* **What to produce**
Please report how many lines in the following material hold the string "white", giving only the number.

* **Supplied material**
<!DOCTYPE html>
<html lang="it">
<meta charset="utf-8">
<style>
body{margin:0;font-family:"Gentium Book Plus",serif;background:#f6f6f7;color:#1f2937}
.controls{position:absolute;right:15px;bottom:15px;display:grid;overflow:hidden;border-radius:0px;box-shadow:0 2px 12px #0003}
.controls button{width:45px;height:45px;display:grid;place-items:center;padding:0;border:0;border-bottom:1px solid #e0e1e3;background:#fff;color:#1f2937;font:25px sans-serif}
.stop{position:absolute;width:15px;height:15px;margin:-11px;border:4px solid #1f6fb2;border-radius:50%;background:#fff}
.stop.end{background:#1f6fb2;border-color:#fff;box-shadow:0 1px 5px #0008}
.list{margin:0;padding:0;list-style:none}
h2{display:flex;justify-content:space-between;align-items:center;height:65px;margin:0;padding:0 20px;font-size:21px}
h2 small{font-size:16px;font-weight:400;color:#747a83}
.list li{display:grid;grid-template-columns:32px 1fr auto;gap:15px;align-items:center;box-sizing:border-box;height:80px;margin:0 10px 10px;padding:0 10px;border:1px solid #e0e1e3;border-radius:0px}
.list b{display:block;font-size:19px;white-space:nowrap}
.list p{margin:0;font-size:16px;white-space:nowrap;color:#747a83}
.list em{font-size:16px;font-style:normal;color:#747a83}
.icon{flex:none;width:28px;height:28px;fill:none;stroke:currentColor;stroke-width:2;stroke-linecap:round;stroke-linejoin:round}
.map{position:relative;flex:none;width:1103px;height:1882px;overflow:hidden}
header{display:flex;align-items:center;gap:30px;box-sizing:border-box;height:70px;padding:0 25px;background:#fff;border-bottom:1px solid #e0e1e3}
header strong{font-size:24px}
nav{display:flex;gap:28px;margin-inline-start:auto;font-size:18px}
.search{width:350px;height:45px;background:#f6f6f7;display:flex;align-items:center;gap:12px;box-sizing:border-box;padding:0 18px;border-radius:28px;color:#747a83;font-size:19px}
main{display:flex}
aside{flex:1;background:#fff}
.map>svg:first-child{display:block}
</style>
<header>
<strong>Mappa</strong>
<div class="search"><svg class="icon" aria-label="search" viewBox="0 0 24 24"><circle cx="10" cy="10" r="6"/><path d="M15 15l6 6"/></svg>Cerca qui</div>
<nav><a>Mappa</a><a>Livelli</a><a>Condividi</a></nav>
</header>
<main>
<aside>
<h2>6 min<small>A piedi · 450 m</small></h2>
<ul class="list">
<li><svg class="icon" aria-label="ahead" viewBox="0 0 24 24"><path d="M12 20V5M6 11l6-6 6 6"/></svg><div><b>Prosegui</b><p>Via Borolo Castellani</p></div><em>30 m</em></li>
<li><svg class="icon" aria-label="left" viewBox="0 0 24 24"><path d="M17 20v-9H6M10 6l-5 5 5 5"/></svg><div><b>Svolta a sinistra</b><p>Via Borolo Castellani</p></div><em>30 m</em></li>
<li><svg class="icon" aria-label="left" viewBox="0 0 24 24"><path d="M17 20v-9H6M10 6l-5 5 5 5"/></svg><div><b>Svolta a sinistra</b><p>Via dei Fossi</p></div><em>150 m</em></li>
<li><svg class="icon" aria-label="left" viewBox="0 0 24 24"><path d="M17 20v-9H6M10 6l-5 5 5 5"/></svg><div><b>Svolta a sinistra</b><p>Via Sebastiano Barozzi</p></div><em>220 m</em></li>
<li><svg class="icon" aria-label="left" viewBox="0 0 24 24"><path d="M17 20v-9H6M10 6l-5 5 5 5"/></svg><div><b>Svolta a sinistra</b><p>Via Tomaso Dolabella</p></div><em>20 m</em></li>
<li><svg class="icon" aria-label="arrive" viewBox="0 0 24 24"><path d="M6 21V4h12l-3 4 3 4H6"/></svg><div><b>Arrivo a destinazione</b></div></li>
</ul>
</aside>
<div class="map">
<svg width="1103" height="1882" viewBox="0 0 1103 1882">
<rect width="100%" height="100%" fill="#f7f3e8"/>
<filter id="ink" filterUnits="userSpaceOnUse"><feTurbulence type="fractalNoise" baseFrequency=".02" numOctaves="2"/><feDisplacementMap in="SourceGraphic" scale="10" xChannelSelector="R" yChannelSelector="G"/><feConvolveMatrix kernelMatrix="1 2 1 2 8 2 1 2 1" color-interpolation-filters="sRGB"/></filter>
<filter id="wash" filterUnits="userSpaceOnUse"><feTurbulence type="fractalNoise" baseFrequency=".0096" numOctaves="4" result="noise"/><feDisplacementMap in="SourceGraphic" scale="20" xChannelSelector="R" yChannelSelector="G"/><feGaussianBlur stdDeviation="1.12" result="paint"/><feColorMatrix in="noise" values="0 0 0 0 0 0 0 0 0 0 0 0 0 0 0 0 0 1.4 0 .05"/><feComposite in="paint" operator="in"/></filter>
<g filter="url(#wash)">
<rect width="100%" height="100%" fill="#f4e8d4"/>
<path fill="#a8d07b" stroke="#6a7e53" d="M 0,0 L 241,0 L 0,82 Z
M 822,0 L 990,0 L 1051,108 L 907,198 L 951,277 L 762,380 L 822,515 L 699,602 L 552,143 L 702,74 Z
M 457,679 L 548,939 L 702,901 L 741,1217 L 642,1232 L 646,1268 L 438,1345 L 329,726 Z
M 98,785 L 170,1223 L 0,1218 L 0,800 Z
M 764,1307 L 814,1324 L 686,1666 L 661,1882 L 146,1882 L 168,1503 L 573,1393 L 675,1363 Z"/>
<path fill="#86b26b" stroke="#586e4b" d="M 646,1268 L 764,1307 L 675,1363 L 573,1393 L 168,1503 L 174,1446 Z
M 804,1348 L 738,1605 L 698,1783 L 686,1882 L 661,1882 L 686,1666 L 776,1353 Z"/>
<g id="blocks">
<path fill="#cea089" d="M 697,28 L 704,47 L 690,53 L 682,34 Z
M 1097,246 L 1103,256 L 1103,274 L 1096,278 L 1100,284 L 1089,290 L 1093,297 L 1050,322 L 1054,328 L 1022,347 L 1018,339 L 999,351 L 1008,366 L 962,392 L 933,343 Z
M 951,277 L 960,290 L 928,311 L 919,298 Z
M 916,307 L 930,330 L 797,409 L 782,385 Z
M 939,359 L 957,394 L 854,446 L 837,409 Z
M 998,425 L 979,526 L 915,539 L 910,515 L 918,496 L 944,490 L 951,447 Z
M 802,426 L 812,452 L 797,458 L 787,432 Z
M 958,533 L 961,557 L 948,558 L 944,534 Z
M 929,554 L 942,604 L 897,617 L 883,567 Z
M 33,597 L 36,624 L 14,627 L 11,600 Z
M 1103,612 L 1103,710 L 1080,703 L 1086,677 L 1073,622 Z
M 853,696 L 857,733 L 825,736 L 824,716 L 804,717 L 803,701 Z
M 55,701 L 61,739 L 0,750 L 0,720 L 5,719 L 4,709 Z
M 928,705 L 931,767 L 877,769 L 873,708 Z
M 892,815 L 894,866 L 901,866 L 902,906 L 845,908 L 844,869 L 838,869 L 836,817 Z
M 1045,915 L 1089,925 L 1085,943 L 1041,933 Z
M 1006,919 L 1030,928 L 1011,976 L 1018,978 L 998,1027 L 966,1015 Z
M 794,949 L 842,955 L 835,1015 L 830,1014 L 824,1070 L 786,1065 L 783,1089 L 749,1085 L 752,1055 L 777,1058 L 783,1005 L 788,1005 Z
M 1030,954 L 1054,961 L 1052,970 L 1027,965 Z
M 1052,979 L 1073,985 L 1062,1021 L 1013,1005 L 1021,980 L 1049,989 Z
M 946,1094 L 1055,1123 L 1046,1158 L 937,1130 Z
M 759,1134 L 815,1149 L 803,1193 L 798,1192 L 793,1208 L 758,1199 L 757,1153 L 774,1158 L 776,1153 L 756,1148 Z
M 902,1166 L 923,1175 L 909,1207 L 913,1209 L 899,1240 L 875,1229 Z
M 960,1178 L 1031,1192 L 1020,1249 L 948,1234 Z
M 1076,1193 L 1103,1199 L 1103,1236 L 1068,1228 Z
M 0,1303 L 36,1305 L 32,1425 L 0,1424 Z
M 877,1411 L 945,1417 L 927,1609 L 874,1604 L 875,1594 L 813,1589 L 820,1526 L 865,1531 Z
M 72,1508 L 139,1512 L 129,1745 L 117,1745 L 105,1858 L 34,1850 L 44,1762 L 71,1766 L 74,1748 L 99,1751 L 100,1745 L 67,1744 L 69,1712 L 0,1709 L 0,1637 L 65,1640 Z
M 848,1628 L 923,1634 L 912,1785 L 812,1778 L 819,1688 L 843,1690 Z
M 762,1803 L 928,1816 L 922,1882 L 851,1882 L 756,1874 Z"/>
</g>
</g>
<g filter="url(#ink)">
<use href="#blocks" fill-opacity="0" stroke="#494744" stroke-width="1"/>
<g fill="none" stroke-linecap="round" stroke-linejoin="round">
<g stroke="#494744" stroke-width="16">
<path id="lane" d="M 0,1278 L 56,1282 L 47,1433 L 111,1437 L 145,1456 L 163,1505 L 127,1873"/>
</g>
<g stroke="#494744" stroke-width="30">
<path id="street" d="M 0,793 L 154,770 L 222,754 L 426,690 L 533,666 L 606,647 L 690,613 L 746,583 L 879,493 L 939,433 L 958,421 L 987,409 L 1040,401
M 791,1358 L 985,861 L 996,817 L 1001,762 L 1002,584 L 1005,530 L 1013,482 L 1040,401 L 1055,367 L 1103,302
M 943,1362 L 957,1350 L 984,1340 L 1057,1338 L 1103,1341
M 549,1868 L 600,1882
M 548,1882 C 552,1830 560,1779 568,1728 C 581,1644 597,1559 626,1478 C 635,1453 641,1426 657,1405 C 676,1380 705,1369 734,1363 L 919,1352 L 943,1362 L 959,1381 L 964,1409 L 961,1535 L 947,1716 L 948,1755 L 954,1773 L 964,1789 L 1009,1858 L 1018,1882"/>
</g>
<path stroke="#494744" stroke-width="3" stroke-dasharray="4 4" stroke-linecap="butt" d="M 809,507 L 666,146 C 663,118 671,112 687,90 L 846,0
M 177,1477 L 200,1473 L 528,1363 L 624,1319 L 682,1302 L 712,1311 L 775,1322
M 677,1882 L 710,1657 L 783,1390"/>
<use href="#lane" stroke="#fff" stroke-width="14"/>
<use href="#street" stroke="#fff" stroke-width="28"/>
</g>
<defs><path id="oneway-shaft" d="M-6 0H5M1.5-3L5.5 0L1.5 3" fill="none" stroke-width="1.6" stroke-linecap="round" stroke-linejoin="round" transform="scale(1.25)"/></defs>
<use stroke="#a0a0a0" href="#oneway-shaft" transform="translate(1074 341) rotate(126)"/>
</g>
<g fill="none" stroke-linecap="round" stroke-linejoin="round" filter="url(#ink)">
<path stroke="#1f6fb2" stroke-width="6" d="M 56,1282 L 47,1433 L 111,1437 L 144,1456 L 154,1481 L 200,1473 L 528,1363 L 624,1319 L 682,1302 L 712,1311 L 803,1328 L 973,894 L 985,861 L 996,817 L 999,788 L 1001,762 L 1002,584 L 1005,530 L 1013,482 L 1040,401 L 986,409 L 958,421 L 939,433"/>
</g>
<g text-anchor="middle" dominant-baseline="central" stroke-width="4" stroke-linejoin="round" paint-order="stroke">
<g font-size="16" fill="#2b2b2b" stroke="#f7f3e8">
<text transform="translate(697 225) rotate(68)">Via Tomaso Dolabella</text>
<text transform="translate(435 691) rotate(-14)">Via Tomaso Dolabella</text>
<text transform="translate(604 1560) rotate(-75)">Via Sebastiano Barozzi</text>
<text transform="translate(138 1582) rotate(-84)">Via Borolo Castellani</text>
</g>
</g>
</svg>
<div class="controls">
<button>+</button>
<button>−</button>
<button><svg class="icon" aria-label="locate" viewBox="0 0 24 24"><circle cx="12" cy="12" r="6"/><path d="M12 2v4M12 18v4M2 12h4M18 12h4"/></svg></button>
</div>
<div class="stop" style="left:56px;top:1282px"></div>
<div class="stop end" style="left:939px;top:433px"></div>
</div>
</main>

* **Answer space**
2